Celebrating Laubser’s creative output, Norval Foundation is presenting an exhibition focusing primarily on the artist as a portrait painter, and her lifelong interest in painting expressive landscapes. Laubser’s remarkable portraits, completed over a lifetime, are curated by Karel Nel as a companion to Norval’s recent Irma Stern exhibition which also focused mainly on portraits done on the island of Zanzibar between 1938 and 1945. These two remarkable women were pioneers in introducing expressionism to a conservative South African art public, and both were received with hostility at the time.
The portraits hung chronologically, enabling the viewer to reflect on shifts in her style and different influences. The changes in Laubser’s portraits correspond with her visits to various countries in Europe – Britain, Belgium, Italy, and Germany – from 1914 to 1924. During this period, she came home to South Africa a number of times, before her permanent return due to personal and financial circumstances. She first settled in Cape Town and then moved to the farming environment of her childhood in the Malmesbury district.

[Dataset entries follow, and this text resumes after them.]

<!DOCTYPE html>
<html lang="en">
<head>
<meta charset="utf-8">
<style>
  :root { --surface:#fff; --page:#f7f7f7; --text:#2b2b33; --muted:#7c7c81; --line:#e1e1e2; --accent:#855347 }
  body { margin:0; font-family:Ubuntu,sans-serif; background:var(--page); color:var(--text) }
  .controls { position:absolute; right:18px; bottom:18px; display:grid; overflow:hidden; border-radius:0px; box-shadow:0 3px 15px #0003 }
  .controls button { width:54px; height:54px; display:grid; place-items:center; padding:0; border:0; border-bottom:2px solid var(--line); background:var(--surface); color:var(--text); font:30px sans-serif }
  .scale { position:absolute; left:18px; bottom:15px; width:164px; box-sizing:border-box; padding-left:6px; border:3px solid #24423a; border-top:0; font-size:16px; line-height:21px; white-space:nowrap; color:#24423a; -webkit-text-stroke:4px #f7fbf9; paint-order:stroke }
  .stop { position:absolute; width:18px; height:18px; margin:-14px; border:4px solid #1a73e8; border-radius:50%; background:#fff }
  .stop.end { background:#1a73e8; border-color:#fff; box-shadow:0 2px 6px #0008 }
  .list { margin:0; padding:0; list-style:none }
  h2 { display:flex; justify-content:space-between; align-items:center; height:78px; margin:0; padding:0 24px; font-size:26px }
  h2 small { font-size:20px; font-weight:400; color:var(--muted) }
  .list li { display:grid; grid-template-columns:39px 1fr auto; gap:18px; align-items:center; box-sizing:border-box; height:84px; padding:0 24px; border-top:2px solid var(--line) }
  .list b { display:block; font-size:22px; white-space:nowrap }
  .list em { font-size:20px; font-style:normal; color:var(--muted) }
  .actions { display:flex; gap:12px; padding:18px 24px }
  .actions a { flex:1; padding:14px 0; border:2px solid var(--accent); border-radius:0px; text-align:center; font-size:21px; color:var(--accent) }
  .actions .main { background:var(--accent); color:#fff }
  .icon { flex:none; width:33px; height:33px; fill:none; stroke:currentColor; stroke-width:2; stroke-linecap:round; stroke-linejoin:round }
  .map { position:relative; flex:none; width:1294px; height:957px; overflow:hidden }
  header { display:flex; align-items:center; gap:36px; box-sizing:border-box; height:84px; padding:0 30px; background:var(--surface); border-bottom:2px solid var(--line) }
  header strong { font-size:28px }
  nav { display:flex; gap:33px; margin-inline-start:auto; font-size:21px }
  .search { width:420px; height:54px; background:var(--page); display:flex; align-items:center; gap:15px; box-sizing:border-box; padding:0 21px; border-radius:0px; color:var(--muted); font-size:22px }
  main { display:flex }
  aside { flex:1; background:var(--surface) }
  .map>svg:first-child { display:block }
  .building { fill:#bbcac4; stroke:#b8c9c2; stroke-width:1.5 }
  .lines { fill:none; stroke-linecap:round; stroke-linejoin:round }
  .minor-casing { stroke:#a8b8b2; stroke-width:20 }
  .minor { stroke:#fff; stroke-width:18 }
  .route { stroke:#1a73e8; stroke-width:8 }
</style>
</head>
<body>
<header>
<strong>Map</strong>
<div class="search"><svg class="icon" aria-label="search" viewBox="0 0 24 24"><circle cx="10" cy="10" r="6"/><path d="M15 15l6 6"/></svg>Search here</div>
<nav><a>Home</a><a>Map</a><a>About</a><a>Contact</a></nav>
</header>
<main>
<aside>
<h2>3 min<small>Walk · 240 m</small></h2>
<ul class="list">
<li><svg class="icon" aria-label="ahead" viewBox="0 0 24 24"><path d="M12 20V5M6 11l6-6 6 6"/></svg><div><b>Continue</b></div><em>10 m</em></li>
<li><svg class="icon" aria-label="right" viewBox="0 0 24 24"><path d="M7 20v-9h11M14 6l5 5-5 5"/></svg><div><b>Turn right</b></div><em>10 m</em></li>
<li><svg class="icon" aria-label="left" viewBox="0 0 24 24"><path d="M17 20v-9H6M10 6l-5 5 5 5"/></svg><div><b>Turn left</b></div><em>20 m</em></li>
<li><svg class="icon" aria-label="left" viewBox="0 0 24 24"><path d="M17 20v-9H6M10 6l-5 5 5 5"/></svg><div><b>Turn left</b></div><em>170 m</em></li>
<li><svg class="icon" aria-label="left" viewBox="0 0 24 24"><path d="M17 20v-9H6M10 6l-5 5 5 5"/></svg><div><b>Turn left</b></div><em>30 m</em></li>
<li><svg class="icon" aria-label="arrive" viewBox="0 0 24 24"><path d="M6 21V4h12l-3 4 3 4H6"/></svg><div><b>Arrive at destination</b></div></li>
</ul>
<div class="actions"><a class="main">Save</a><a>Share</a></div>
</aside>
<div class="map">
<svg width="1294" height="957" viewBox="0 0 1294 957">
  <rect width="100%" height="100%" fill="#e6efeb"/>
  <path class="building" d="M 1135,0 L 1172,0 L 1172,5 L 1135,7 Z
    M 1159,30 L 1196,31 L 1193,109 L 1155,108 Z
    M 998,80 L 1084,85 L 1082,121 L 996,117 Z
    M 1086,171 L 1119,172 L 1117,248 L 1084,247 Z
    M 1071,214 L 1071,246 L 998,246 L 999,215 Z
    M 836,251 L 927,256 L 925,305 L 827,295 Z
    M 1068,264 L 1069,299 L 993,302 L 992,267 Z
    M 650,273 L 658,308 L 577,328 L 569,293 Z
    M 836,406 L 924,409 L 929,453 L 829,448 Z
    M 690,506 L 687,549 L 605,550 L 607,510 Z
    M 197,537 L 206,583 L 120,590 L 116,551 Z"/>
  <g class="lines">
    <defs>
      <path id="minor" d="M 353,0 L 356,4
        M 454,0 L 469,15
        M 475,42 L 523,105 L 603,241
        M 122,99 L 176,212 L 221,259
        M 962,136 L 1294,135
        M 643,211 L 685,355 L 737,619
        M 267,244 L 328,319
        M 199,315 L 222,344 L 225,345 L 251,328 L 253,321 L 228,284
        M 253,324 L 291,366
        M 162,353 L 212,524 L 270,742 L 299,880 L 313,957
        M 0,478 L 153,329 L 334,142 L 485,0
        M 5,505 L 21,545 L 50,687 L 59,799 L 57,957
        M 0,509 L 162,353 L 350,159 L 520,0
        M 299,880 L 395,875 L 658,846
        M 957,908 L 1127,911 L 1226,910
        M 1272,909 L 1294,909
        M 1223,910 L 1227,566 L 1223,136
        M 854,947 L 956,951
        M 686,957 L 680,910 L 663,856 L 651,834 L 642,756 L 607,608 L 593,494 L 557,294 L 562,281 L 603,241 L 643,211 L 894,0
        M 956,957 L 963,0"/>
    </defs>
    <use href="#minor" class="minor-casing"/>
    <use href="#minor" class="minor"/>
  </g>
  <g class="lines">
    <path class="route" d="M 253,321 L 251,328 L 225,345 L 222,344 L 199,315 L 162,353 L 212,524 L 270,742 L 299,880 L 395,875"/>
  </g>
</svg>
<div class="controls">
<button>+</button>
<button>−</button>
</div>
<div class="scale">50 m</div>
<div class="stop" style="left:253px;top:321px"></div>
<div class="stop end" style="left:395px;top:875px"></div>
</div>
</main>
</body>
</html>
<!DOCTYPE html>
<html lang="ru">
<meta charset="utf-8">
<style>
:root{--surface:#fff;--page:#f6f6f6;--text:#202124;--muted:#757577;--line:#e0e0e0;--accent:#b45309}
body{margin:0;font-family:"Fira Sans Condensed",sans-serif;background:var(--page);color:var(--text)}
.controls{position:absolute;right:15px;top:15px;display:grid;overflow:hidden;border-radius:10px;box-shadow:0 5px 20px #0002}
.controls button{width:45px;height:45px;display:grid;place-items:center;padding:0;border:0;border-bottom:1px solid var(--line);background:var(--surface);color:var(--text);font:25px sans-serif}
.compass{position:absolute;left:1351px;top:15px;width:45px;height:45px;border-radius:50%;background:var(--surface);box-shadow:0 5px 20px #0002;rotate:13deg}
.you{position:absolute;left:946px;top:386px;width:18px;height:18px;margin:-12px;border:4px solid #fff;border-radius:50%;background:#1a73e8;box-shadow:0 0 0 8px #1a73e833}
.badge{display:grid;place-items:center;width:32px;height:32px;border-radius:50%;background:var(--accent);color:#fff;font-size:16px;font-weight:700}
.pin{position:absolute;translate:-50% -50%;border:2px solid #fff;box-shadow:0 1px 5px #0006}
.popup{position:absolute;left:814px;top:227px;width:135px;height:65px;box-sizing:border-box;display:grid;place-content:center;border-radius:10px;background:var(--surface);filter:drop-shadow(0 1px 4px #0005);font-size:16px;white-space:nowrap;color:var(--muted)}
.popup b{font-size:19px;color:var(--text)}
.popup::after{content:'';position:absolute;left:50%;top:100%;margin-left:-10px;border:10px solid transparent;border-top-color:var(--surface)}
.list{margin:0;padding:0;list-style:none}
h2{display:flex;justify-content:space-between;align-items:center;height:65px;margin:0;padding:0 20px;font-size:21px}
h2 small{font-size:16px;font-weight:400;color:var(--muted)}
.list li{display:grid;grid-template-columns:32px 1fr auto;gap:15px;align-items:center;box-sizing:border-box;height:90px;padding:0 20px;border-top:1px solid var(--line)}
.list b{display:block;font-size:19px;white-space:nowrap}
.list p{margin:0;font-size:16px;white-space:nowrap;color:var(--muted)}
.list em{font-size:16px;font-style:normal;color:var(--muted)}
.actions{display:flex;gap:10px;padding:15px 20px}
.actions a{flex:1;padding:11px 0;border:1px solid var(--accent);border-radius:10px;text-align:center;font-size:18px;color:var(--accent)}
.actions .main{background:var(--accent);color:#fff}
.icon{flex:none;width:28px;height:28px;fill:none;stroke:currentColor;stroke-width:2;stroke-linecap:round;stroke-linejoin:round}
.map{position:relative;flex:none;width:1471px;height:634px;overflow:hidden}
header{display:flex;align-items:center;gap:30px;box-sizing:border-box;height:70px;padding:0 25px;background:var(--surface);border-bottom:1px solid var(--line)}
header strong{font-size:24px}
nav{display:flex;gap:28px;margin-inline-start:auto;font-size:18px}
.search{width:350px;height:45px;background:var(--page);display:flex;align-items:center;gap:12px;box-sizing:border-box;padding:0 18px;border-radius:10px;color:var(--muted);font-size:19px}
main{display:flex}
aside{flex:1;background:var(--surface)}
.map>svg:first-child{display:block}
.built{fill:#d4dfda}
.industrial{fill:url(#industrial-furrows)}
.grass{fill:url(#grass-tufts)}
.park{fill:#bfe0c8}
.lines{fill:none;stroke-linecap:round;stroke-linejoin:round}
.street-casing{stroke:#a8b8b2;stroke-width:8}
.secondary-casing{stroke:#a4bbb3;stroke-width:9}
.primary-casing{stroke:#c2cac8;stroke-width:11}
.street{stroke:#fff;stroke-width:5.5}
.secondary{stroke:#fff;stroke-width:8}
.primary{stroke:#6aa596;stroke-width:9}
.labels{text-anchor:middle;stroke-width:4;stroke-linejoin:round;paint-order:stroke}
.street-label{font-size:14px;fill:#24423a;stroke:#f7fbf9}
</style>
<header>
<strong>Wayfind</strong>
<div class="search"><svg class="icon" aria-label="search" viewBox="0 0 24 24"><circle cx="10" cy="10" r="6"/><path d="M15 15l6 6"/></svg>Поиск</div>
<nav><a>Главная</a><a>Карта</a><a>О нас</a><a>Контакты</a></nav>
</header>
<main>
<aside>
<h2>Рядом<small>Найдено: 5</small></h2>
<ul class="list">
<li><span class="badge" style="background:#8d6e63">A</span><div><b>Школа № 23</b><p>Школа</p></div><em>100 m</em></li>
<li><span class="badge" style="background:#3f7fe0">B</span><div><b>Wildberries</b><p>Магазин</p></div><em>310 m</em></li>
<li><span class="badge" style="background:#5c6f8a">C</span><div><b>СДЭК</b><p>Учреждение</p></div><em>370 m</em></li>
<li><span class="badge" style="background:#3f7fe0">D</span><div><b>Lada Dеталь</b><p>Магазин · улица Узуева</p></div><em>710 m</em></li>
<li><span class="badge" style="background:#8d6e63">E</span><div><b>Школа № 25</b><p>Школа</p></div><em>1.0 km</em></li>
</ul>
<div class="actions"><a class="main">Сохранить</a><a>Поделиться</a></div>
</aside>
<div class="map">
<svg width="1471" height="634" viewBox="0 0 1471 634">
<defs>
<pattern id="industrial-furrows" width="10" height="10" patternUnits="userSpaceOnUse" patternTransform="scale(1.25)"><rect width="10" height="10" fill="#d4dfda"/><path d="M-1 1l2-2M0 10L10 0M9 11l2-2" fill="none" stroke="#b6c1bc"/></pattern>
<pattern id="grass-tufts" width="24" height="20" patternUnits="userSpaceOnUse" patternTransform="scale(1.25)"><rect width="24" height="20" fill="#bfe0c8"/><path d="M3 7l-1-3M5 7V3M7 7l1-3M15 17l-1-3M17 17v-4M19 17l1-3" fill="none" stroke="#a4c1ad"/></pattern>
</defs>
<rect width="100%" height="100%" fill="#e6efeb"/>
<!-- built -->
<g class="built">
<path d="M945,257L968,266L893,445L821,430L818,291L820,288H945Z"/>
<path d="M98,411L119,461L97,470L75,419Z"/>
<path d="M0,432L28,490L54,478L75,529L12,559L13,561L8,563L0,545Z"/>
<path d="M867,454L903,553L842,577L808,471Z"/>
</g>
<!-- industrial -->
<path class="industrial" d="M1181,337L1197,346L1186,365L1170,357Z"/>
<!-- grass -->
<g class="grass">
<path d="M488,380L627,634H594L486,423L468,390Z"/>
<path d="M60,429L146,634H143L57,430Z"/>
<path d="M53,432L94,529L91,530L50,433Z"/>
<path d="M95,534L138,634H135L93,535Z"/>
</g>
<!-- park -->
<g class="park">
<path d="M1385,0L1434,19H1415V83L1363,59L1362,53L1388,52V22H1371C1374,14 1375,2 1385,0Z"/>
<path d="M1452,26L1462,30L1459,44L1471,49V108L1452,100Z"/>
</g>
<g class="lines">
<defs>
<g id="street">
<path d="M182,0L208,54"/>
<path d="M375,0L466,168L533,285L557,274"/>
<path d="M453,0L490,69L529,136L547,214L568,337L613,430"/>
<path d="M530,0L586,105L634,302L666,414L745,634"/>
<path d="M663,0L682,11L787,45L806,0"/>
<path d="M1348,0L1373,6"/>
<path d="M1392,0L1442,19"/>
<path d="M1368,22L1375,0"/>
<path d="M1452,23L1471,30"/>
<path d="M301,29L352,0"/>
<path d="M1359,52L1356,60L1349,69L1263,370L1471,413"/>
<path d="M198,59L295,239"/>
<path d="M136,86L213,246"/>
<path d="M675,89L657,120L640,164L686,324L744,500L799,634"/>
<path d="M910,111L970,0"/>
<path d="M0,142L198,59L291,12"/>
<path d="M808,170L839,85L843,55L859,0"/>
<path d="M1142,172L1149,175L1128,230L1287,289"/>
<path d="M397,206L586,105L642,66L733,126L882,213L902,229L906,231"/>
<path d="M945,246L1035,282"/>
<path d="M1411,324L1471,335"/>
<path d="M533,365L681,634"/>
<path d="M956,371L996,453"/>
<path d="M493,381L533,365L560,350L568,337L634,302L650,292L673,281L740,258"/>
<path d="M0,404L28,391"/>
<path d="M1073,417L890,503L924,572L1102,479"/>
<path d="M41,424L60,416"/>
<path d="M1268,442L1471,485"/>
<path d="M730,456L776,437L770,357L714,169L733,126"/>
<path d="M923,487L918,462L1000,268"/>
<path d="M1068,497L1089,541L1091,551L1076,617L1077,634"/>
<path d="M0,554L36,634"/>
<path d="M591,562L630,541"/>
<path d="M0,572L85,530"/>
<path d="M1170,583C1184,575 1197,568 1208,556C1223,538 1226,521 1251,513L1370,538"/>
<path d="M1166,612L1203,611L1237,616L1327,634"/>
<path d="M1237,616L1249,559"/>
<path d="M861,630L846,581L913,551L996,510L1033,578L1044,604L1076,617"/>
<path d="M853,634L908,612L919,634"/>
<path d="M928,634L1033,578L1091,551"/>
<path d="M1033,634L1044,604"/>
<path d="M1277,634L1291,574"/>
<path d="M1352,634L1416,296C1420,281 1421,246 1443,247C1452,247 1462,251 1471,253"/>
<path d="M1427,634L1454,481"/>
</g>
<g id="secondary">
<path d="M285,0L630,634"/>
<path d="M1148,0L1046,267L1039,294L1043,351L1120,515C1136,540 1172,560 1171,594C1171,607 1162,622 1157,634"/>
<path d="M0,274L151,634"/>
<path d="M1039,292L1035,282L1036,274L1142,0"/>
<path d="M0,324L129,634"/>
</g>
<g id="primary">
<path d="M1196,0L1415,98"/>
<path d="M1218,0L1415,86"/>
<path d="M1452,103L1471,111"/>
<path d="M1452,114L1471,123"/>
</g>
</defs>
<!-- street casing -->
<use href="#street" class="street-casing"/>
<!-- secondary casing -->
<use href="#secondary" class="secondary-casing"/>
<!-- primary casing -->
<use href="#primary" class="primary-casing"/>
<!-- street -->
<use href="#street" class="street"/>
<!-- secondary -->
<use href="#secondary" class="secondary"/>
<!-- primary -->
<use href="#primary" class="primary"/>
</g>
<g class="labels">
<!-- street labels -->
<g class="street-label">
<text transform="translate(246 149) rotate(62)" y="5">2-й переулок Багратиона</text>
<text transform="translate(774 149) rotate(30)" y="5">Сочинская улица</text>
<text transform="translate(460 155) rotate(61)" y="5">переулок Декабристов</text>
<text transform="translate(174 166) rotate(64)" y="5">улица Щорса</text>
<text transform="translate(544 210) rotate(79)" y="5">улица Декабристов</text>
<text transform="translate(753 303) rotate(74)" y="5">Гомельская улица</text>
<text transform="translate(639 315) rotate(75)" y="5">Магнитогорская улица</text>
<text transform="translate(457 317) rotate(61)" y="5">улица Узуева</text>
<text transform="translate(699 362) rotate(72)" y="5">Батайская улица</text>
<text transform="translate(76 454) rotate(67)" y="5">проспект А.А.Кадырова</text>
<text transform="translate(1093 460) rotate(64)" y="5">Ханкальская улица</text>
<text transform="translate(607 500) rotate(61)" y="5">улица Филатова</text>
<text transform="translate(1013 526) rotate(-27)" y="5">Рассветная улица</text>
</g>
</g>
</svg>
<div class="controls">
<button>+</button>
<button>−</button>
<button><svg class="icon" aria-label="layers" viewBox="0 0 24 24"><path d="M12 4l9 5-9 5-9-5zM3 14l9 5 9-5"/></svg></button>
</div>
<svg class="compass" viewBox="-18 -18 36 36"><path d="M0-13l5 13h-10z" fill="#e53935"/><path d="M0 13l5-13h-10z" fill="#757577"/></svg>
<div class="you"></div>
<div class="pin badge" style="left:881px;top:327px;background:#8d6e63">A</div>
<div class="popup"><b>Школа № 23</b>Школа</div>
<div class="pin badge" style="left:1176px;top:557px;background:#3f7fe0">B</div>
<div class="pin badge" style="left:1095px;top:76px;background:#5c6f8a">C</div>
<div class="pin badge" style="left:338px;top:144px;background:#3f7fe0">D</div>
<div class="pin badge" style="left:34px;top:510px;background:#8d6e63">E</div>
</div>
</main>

Life on the farm had a big influence on her art. In this exhibition, some of the most significant of Laubser’s portraits and landscapes highlight the parallel investigations that she undertook throughout her artistic life. Not ever having the means to return to Europe, Laubser nevertheless retained her commitment as a painter in a cultural environment that ascribed no particular significance to being an artist. Her work of people engaged in lives of herding, harvesting, and fishing engages with the specialness of the ordinary.
The exhibition is on show at Norval Foundation till 30 November 2023.